Les droits de l’enfant dans l’histoire

1.  Évolution sociolégale du statut de l’enfant

1.1.  L’enfant (non-)objet de droit dans les civilisations classiques

Le philosophe et éducateur français Youf pose, en  2002(-a), des bases pour une philosophie des droits de l’enfant. Il analyse le statut légal de l’enfant selon le droit français, tout en s’appuyant sur le droit comparé européen ainsi que sur la jurisprudence de la Cour européenne des droits de l’homme. Il relève l’influence

qu’a eue la conception aristotélicienne de l’ordre social sur ces différents ordres juridiques. Cette représentation, qui organise la société grecque durant l’Antiquité, se base sur la division claire entre les affaires concernant la cité et celles liées à la sphère familiale. Les règles juridiques sont conçues par et pour la société politique, autrement dit par le citoyen, et ne concernent pas la société domestique. Les questions familiales sont traitées à l’interne de la cellule familiale, selon les principes suivants :

« Autorité royale du père dans la famille parce qu’il en est le personnage le plus éminent et surtout parce que le lien naturel qui l’attache à son enfant ne peut que viser son bien. Subordination de l’enfant parce qu’il n’est qu’un être inachevé, encore soumis à la partie irrationnelle de l’âme. Mais aussi position d’éternel débiteur de l’enfant qui, par l’immensité de la dette existentielle qu’il doit à ses parents, ne pourra jamais leur rendre ce qu’il leur doit, d’autant que la faiblesse de la piété filiale tend à le rendre injuste à leur égard. » (Youf, 2002-a, p. 14) L’enfant est donc un objet de propriété et n’est pas soumis à des règles juridiques, ce qui lui confère un statut de non-objet de droit. Perrin (1990) confirme cette analyse. Elle précise qu’en Grèce antique les traditions culturelles prévalent ; comme à Sparte, où un nouveau-né n’a le droit de vivre que s’il est accepté par les Anciens.

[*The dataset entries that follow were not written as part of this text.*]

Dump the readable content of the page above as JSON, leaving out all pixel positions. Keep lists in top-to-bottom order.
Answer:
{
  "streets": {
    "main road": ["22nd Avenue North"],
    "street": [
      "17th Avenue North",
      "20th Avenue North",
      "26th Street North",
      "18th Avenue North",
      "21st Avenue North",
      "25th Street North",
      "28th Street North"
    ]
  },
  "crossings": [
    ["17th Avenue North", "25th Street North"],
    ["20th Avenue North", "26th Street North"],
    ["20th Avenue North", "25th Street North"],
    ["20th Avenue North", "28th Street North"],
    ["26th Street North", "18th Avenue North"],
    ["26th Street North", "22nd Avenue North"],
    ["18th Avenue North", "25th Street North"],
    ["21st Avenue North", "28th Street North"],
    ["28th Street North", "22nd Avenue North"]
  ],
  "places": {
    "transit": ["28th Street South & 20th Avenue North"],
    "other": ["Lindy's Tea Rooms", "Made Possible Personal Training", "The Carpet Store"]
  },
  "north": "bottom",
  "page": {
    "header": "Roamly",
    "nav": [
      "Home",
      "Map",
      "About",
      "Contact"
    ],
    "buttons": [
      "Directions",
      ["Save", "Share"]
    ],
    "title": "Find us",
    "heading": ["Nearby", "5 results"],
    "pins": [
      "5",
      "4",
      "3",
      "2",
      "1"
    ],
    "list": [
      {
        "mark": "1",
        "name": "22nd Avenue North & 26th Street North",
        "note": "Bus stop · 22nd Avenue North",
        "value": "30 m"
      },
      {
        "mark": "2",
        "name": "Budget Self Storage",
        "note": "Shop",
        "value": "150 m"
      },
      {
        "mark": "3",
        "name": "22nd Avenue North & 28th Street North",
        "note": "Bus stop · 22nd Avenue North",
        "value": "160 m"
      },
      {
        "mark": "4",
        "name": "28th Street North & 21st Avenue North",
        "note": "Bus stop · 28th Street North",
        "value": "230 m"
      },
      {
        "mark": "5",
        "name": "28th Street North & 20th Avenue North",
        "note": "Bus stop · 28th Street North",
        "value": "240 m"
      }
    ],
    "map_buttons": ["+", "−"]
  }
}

Ces deux auteurs concluent leurs études sur le statut légal de l’enfant dans l’Antiquité en soulignant à quel point la scission claire de la société en deux entités soumises à des ordres distincts a largement inspiré le droit familial occidental jusqu’à nos jours.

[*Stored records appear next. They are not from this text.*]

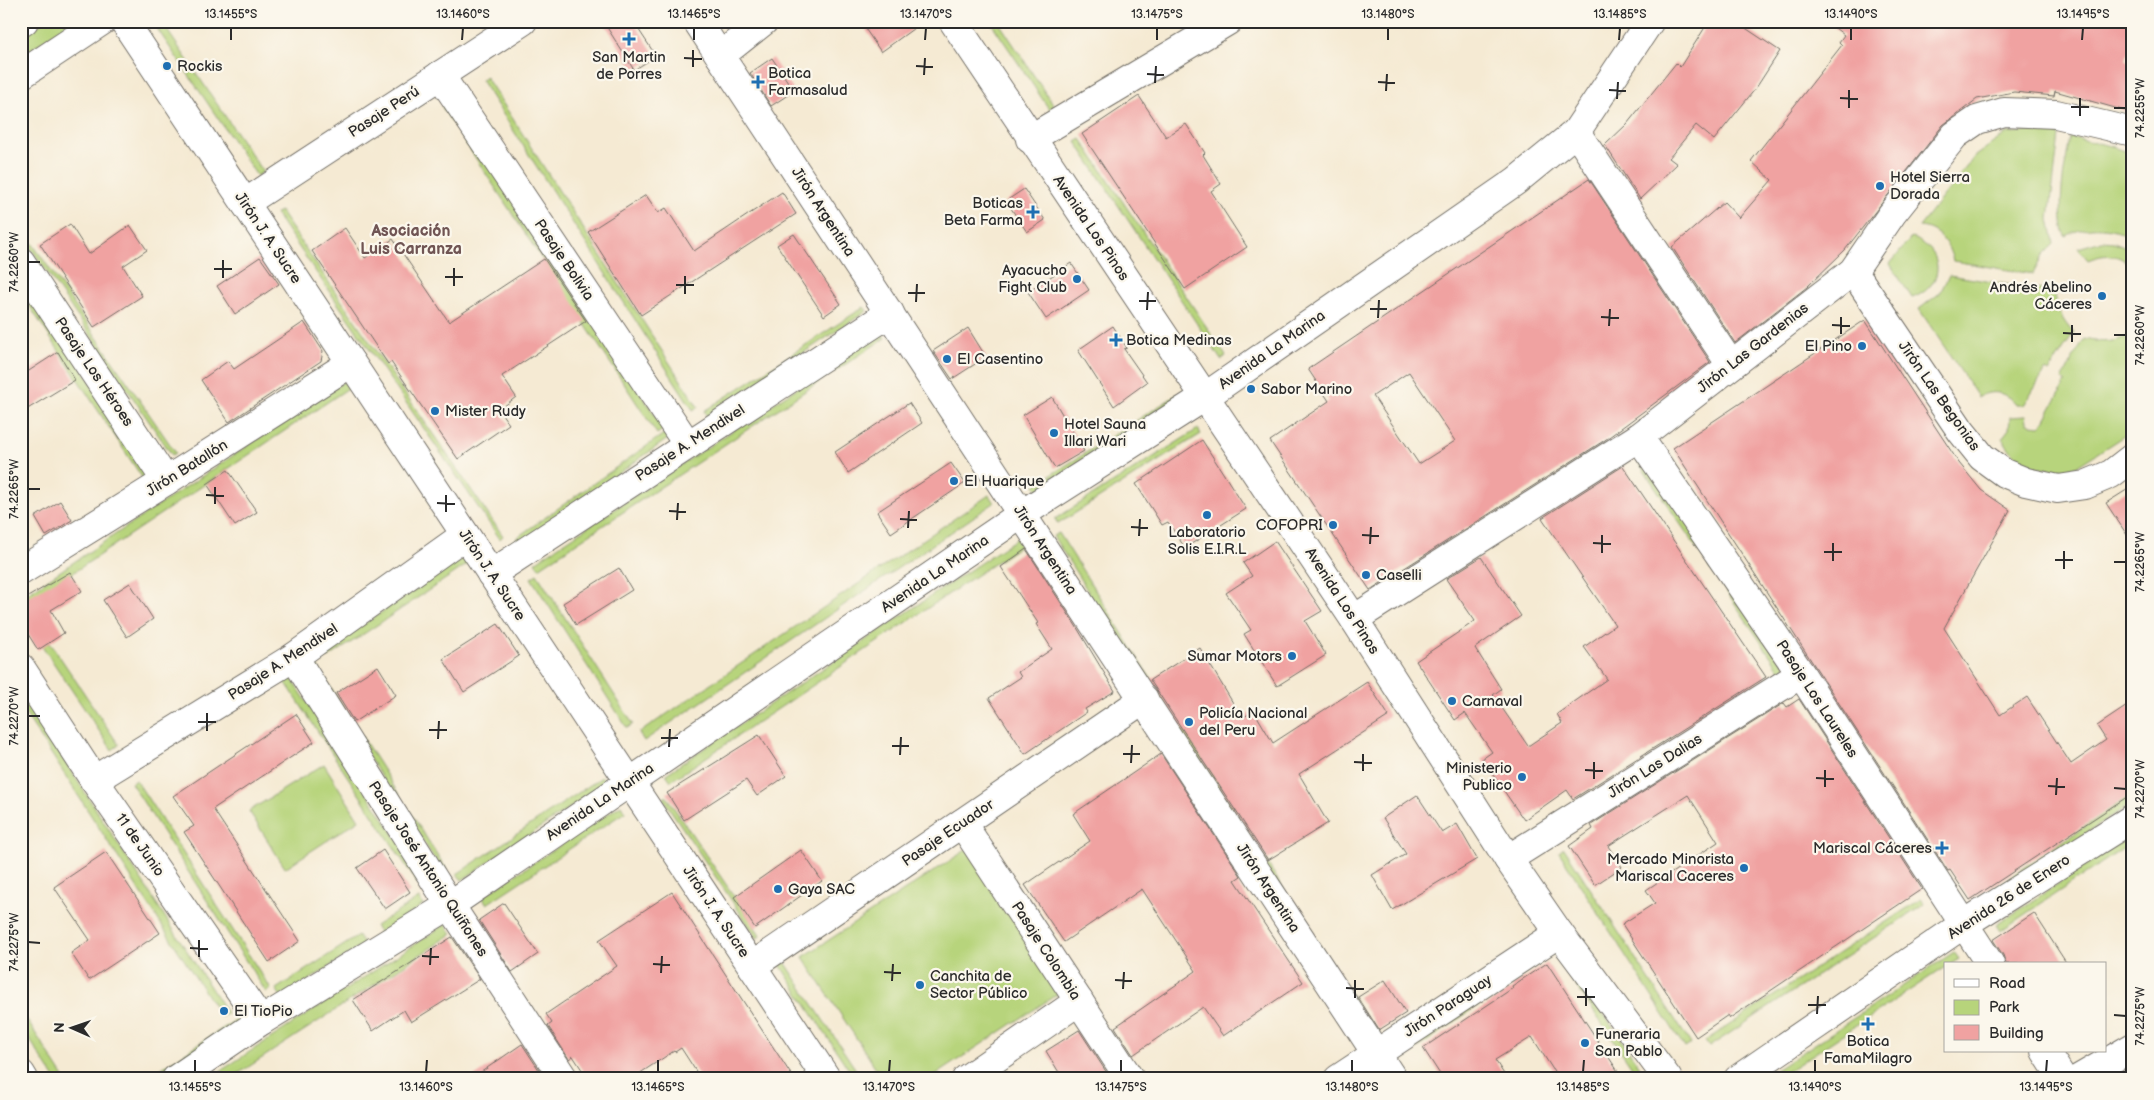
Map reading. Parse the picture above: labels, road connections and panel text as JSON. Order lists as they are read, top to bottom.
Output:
{
  "streets": {
    "street": [
      "Pasaje Perú",
      "Jirón Argentina",
      "Avenida Los Pinos",
      "Jirón J. A. Sucre",
      "Pasaje Bolivia",
      "Jirón Las Gardenias",
      "Avenida La Marina",
      "Pasaje Los Héroes",
      "Jirón Las Begonias",
      "Pasaje A. Mendivel",
      "Jirón Batallón",
      "Pasaje Los Laureles",
      "Jirón Las Dalias",
      "Pasaje Ecuador",
      "11 de Junio",
      "Pasaje José Antonio Quiñones",
      "Avenida 26 de Enero",
      "Pasaje Colombia",
      "Jirón Paraguay"
    ]
  },
  "crossings": [
    ["Pasaje Perú", "Jirón J. A. Sucre"],
    ["Pasaje Perú", "Pasaje Bolivia"],
    ["Jirón Argentina", "Avenida La Marina"],
    ["Jirón Argentina", "Pasaje A. Mendivel"],
    ["Jirón Argentina", "Pasaje Ecuador"],
    ["Jirón Argentina", "Jirón Paraguay"],
    ["Avenida Los Pinos", "Jirón Las Gardenias"],
    ["Avenida Los Pinos", "Avenida La Marina"],
    ["Avenida Los Pinos", "Jirón Las Dalias"],
    ["Avenida Los Pinos", "Jirón Paraguay"],
    ["Jirón J. A. Sucre", "Avenida La Marina"],
    ["Jirón J. A. Sucre", "Pasaje A. Mendivel"],
    ["Jirón J. A. Sucre", "Jirón Batallón"],
    ["Jirón J. A. Sucre", "Pasaje Ecuador"],
    ["Pasaje Bolivia", "Pasaje A. Mendivel"],
    ["Jirón Las Gardenias", "Jirón Las Begonias"],
    ["Jirón Las Gardenias", "Pasaje Los Laureles"],
    ["Avenida La Marina", "11 de Junio"],
    ["Avenida La Marina", "Pasaje José Antonio Quiñones"],
    ["Pasaje Los Héroes", "Jirón Batallón"],
    ["Pasaje A. Mendivel", "11 de Junio"],
    ["Pasaje A. Mendivel", "Pasaje José Antonio Quiñones"],
    ["Pasaje Los Laureles", "Jirón Las Dalias"],
    ["Pasaje Los Laureles", "Avenida 26 de Enero"],
    ["Pasaje Ecuador", "Pasaje Colombia"]
  ],
  "districts": ["Asociación Luis Carranza"],
  "places": {
    "health": [
      "San Martin de Porres",
      "Botica Farmasalud",
      "Boticas Beta Farma",
      "Botica Medinas",
      "Mariscal Cáceres",
      "Botica FamaMilagro"
    ],
    "other": [
      "Rockis",
      "Hotel Sierra Dorada",
      "Ayacucho Fight Club",
      "Andrés Abelino Cáceres",
      "El Pino",
      "El Casentino",
      "Sabor Marino",
      "Mister Rudy",
      "Hotel Sauna Illari Wari",
      "El Huarique",
      "Laboratorio Solis E.I.R.L",
      "COFOPRI",
      "Caselli",
      "Sumar Motors",
      "Carnaval",
      "Policía Nacional del Peru",
      "Ministerio Publico",
      "Mercado Minorista Mariscal Caceres",
      "Gaya SAC",
      "Canchita de Sector Público",
      "El TioPio",
      "Funeraria San Pablo"
    ]
  },
  "legend": ["Road", "Park", "Building"],
  "north": "left",
  "coordinates": [
    "13.1455°S",
    "13.1460°S",
    "13.1465°S",
    "13.1470°S",
    "13.1475°S",
    "13.1480°S",
    "13.1485°S",
    "13.1490°S",
    "13.1495°S",
    "74.2255°W",
    "74.2260°W",
    "74.2265°W",
    "74.2270°W",
    "74.2275°W"
  ]
}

En dépit d’une organisation sociétale différente, certains préceptes régissent de manière similaire les relations intergénérationnelles en Chine à la même période.

Buckley (2006), dans son étude des enseignements classiques de Confucius sur la famille, indique que la culture confucianiste et le droit prévalant sur les territoires concernés concordent pour reconnaître les droits absolus des parents et le devoir d’obéissance de l’enfant. Stearns (2011) souligne, quant à lui, que le non-respect de ce devoir est sévèrement puni. Remettre en question les propos de l’un de ses parents est sanctionné tandis que frapper l’un d’entre eux, même sans lui faire de mal, peut engendrer une décapitation. A contrario, les droits des parents sont presque sans limites. S’ils le jugent nécessaire, ils peuvent sanctionner la paresse, les jeux d’argent ou l’ivresse de leur progéniture. Les pères peuvent battre leurs enfants sans risquer de punition majeure, même dans les cas où ils les tuent. Les tribunaux s’en remettent généralement aux parents sans jugement. Un dicton célèbre de l’époque, rapporté par Stearns, déclare que « aucun parent au monde n’a tort »16 (2011, p. 33).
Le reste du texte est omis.